## Requirement
All entries need to be written out verbatim, with pictures omitted.

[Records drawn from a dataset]

--------------------------------

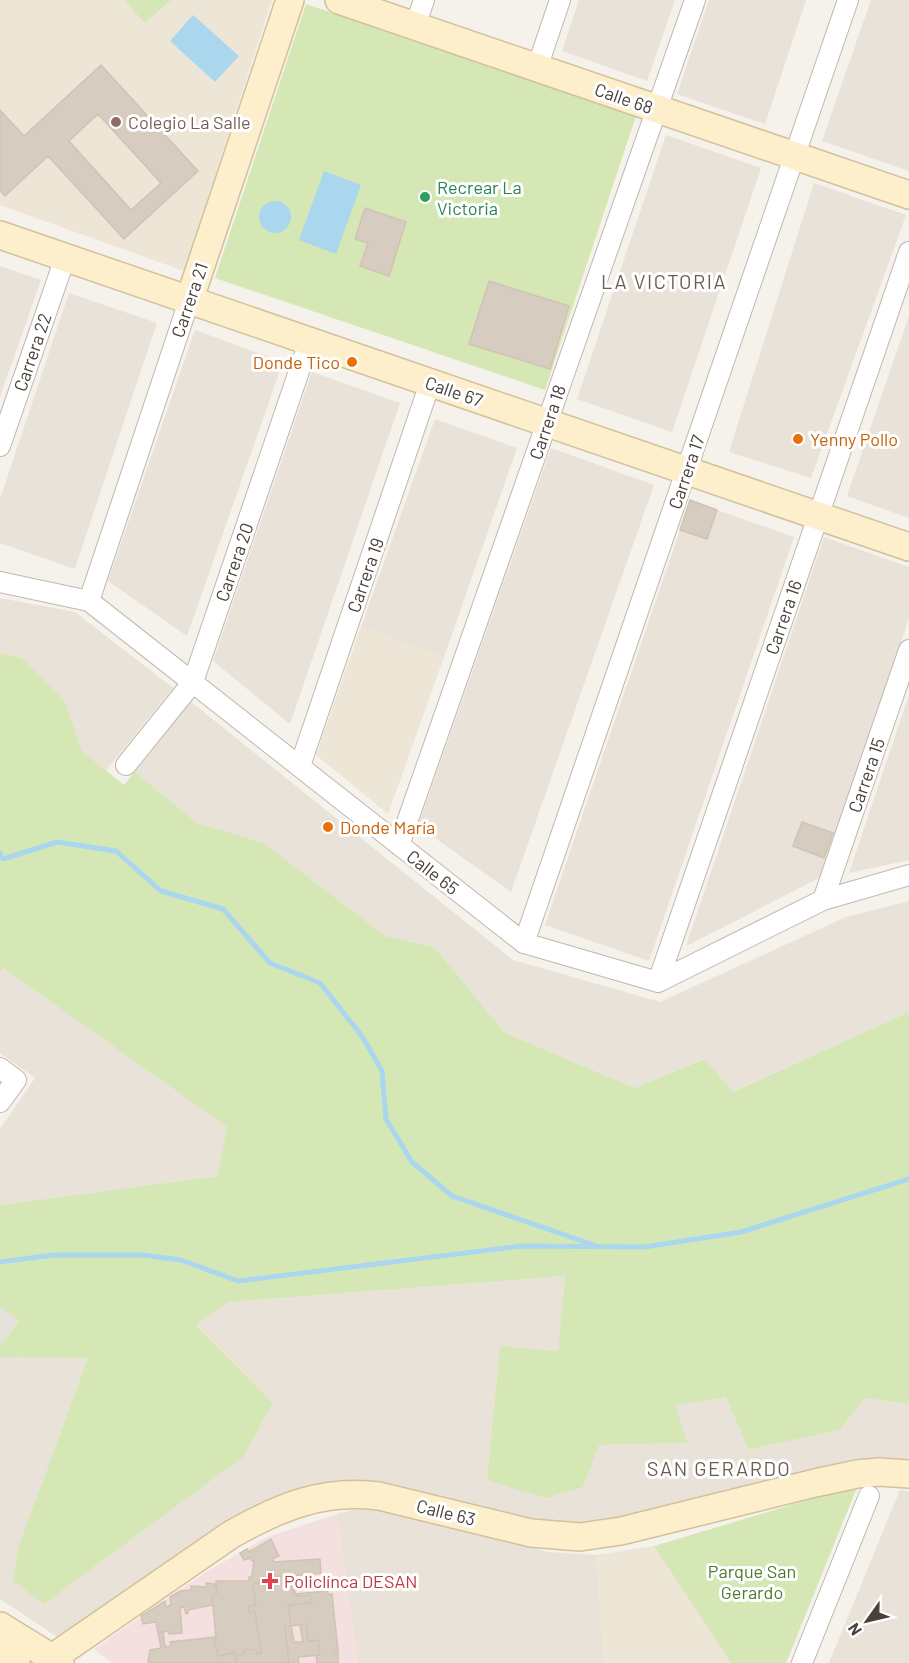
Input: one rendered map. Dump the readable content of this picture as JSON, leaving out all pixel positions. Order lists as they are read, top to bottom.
{
  "streets": {
    "street": [
      "Calle 68",
      "Carrera 21",
      "Carrera 22",
      "Calle 67",
      "Carrera 18",
      "Carrera 17",
      "Carrera 20",
      "Carrera 19",
      "Carrera 16",
      "Carrera 15",
      "Calle 65",
      "Calle 63"
    ]
  },
  "crossings": [
    ["Calle 68", "Carrera 18"],
    ["Calle 68", "Carrera 17"],
    ["Carrera 21", "Calle 67"],
    ["Carrera 21", "Calle 65"],
    ["Carrera 22", "Calle 67"],
    ["Calle 67", "Carrera 18"],
    ["Calle 67", "Carrera 17"],
    ["Calle 67", "Carrera 20"],
    ["Calle 67", "Carrera 19"],
    ["Calle 67", "Carrera 16"],
    ["Carrera 18", "Calle 65"],
    ["Carrera 17", "Calle 65"],
    ["Carrera 20", "Calle 65"],
    ["Carrera 19", "Calle 65"],
    ["Carrera 16", "Calle 65"]
  ],
  "districts": ["LA VICTORIA", "SAN GERARDO"],
  "parks": ["Parque San Gerardo"],
  "places": {
    "other": [
      "Colegio La Salle",
      "Recrear La Victoria",
      "Donde Tico",
      "Yenny Pollo",
      "Donde María"
    ],
    "health": ["Policlínca DESAN"]
  },
  "north": "bottom left"
}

--------------------------------

## Answer to this exercise
Input: one rendered map. Dump the readable content of this picture as JSON, leaving out all pixel positions. Order lists as they are read, top to bottom.
{
  "streets": {
    "street": [
      "Calle 68",
      "Carrera 21",
      "Carrera 22",
      "Calle 67",
      "Carrera 18",
      "Carrera 17",
      "Carrera 20",
      "Carrera 19",
      "Carrera 16",
      "Carrera 15",
      "Calle 65",
      "Calle 63"
    ]
  },
  "crossings": [
    ["Calle 68", "Carrera 18"],
    ["Calle 68", "Carrera 17"],
    ["Carrera 21", "Calle 67"],
    ["Carrera 21", "Calle 65"],
    ["Carrera 22", "Calle 67"],
    ["Calle 67", "Carrera 18"],
    ["Calle 67", "Carrera 17"],
    ["Calle 67", "Carrera 20"],
    ["Calle 67", "Carrera 19"],
    ["Calle 67", "Carrera 16"],
    ["Carrera 18", "Calle 65"],
    ["Carrera 17", "Calle 65"],
    ["Carrera 20", "Calle 65"],
    ["Carrera 19", "Calle 65"],
    ["Carrera 16", "Calle 65"]
  ],
  "districts": ["LA VICTORIA", "SAN GERARDO"],
  "parks": ["Parque San Gerardo"],
  "places": {
    "other": [
      "Colegio La Salle",
      "Recrear La Victoria",
      "Donde Tico",
      "Yenny Pollo",
      "Donde María"
    ],
    "health": ["Policlínca DESAN"]
  },
  "north": "bottom left"
}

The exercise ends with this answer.